His dishes are never overly complex. He culls from the mediterranean bounty of materiae primae and masterfully accentuates their aromas and flavors.
This puntarelle salad, above, with citrus was a wonderful study in sweetness, acidity, and astringency.
But the plat de résistance was the spaghetti aglio, olio e peperoncino with spiny lobster.
I can’t imagine a more humble dish more nobly executed. It was one of the best things I ate all year last.
Mirco, Le Logge’s wine director, recommended the 2009 Altrove by revered Ligurian winemaker Walter De Batté.

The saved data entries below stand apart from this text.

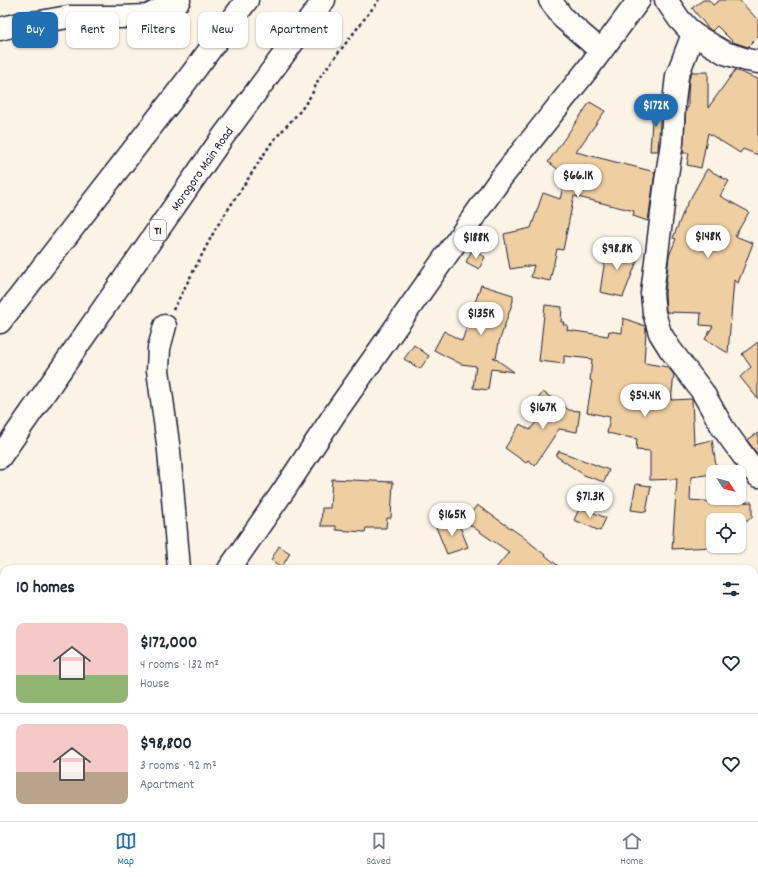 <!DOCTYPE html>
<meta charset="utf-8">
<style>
body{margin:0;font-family:Dekko,sans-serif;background:#f6f6f7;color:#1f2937;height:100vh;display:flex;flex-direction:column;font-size:15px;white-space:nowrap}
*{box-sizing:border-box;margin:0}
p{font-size:13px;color:#747a83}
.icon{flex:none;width:22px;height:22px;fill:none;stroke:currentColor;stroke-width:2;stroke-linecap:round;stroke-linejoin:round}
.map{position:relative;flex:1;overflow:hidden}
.sheet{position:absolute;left:0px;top:565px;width:758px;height:256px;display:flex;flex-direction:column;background:#fff;border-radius:12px 12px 0 0;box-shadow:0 1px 3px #0004}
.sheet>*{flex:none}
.guide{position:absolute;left:12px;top:12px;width:400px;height:36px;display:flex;gap:8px}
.needle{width:26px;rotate:126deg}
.fabs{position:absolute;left:706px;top:465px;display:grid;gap:8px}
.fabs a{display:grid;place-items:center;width:40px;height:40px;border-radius:8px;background:#fff;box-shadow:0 1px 3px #0004;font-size:20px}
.price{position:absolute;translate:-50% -34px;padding:0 9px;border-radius:14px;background:#fff;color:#222;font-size:13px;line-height:26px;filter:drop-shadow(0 1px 2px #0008)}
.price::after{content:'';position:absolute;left:50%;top:24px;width:12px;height:9px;margin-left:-6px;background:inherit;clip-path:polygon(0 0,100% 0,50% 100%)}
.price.selected{background:#1f6fb2;color:#fff}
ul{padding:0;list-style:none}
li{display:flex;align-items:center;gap:12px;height:100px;padding:0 16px}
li+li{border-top:1px solid #e0e1e3}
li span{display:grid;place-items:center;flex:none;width:112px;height:80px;border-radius:8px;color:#555}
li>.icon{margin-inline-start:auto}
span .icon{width:48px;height:48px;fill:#fffc;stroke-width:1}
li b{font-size:17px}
h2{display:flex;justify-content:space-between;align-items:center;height:48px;padding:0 16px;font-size:17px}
.chip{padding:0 14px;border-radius:8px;background:#fff;box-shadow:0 1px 3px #0004;font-size:14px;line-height:36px}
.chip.selected{background:#1f6fb2;color:#fff}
.menu{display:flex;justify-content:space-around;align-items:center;height:56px;border-top:1px solid #e0e1e3;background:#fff;font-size:11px;color:#747a83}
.menu a{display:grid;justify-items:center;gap:2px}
.menu .selected{color:#1f6fb2}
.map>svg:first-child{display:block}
</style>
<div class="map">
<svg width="758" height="821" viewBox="0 0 758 821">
<rect width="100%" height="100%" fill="#faf3e6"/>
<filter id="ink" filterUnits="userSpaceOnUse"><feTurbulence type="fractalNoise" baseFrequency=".025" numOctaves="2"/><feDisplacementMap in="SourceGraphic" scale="8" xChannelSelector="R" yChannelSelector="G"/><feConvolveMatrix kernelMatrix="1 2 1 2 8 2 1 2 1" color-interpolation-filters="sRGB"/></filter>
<g filter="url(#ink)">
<g fill="#efcea1" stroke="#22223b">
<polygon points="703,0 709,0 713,5 720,0 739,0 758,20 758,37 748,47 733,42 717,26 712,31 708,28 692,8"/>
<polygon points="735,70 758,79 758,155 743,149 740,153 708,133 701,168 687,165 689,153 683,153 686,108 688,108 688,94 689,79 692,72 708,72 708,108"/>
<polygon points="590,102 605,111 576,152 655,172 648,221 633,216 634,211 574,196 563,250 557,249 550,281 531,277 534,265 510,269 504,234 531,228 543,193 560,199 566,175 548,162"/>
<polygon points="653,106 661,106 658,151 650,151"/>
<polygon points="707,169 729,181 720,196 749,212 735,236 753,243 738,283 734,280 728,353 705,339 713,326 700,325 701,313 667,312 666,311 665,293 669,256 676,239 673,238 685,208"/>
<polygon points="607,246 623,249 623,253 639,256 623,297 600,292"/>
<polygon points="472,250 485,257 479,269 466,262"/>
<polygon points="481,285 513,295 513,301 499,342 496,358 493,357 514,372 491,369 488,390 473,388 476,366 461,364 434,350 444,331 462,341"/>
<polygon points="545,305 562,307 561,322 564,322 563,325 568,325 567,330 608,336 609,331 622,333 623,318 645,326 646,330 644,363 668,367 674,375 671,400 692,399 694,444 712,440 717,472 713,472 713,474 691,477 690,500 731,503 752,502 752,518 749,518 749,520 713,520 713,547 672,549 677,479 650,480 650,451 636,450 637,439 607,433 610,417 587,412 592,381 590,380 592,359 564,356 564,364 539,361"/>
<polygon points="758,342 758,399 740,377 751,367 742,354"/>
<polygon points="414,345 429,356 420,369 404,359"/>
<polygon points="543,392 569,410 580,411 577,432 559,429 535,465 528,460 526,463 505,448 520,424 530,430 545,410 535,403"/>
<polygon points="758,433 758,455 747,440"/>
<polygon points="559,451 609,470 604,482 584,475 556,456"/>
<polygon points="332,479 393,482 391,518 387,518 386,528 366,528 365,532 336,530 336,526 321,526 322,508 330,508"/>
<polygon points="636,484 651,486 646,512 631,510"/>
<polygon points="477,505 522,536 562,569 495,569 509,552 460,518 471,513"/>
<polygon points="580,507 606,518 600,531 574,520"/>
<polygon points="457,519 468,547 447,554 436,527"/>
<polygon points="279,546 290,553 282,567 271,560"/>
</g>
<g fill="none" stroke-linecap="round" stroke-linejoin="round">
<g stroke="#22223b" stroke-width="25">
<g id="minor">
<polyline points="550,0 563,18 601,51"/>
<polyline points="666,0 679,19 693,34 725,53 747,60 758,62"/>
<polyline points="0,29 19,24 40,22 68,17 120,17 148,16 179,0"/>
<polyline points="693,34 677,76 674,102 672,143 666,181 652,293 654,313 660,333 670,349 702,391 723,428 758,476"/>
<polyline points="165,326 159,348 158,370 169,451 179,569"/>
<polyline points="229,569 284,490 338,409 501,178 587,70 639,0"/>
<polyline points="28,821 31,817"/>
<polyline points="163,821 164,817"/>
</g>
</g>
<g stroke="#22223b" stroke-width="25">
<g id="highway">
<polyline points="0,322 185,83 247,0"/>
<path id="s1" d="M0,457l222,-319 102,-138"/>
</g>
</g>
<polyline stroke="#22223b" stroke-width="2.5" stroke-dasharray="3 3" stroke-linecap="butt" points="173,310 216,228 272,142 301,110 312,94 319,78 379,0"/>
<use href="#minor" stroke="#fdfcf7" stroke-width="22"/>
<use href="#highway" stroke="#fdfcf7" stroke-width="22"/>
</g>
</g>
<g text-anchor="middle" stroke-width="3" stroke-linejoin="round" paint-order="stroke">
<rect fill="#fdfcf7" stroke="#646373" stroke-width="1" x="150" y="220" width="16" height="20" rx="3"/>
<g font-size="12" font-weight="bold" fill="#22223b">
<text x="158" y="234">T1</text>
</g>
<g font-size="13" fill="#22223b" stroke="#fdfcf7">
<text dy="5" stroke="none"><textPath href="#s1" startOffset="352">Morogoro Main Road</textPath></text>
</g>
</g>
</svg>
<div class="fabs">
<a><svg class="needle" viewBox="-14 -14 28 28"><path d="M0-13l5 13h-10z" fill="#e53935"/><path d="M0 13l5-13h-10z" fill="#747a83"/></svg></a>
<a><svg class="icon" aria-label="locate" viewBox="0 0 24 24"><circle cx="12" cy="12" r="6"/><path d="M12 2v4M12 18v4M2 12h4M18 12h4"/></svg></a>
</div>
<b class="price selected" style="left:656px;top:128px">$172K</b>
<b class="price" style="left:578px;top:198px">$66.1K</b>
<b class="price" style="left:708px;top:259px">$148K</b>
<b class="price" style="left:476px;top:260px">$188K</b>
<b class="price" style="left:617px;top:271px">$98.8K</b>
<b class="price" style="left:481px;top:336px">$135K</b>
<b class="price" style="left:645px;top:418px">$54.4K</b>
<b class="price" style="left:543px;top:430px">$167K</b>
<b class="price" style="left:590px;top:519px">$71.3K</b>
<b class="price" style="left:452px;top:537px">$165K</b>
<div class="guide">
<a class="chip selected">Buy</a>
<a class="chip">Rent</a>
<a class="chip">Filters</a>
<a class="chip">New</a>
<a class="chip">Apartment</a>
</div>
<section class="sheet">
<h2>10 homes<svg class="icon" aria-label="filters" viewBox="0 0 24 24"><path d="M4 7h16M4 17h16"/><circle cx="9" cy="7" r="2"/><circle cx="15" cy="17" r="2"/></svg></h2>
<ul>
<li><span style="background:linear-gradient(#f6c9c9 65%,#8fb573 0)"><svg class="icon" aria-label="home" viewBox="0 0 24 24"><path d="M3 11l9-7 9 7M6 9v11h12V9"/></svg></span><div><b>$172,000</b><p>4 rooms · 132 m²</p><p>House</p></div><svg class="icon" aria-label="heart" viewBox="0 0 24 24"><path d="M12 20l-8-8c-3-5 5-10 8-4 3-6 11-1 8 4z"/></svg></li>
<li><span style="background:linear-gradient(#f6c9c9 60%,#b9a48a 0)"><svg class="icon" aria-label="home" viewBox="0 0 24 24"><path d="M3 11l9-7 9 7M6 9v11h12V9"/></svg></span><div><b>$98,800</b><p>3 rooms · 92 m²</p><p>Apartment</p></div><svg class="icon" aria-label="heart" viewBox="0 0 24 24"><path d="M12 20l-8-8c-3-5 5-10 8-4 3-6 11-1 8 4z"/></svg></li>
</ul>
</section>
</div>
<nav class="menu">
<a class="selected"><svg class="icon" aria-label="map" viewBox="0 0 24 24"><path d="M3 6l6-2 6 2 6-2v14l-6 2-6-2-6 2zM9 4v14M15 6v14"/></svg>Map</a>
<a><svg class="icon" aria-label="saved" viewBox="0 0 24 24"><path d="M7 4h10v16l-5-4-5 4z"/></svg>Saved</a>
<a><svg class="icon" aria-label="home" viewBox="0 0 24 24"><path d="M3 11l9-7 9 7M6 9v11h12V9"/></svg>Home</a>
</nav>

According to an interview I found on the AIS (Italian Sommelier Association) Liguria site, it’s a blend of “Bosco, Vermentino, Rossese bianco, and Marsanne,” but “primarily Roussanne,” in Walter’s words, a grape that the nineteenth-century Italian ampelographer “Gallesio had identified as ‘Nizzardo.'”
The word altrove means elsewhere in Italian. I loved Walter’s post-modern explanation for the wine’s name, which can be found on the back label.
“In the Mediterranean,” he writes, “infinite elsewheres are hidden in every where.”
Notes of thyme played against this macerated wine’s rich minerality and breadth of stone fruit flavors. An extraordinary wine (at a great price).
Mirco, who knows my palate well after all these years, never misses a beat (ask for him when choosing your wine at Le Logge).
Dulcis in fundo (Latinists among us will get the paronomasia), Laura has finally opened her subterranean music venue and wine bar called “Un Tubo” (Italophones will get the irony).
The night I was there, a classic rock cover band was seriously rocking out the house.
But from what I glean on the club’s website, jazz is the genre best represented there.
Anyone who’s ever spent any time in Siena knows that the dining and nightlife options there are next to nihil.
Laura has done an amazing and single-handed job of changing that. Beyond the extraordinary daytime sight-seeing there, the trip to Siena is worth it just to eat at her restaurant and drink a glass (or two) of Franciacorta at her super fun music joint.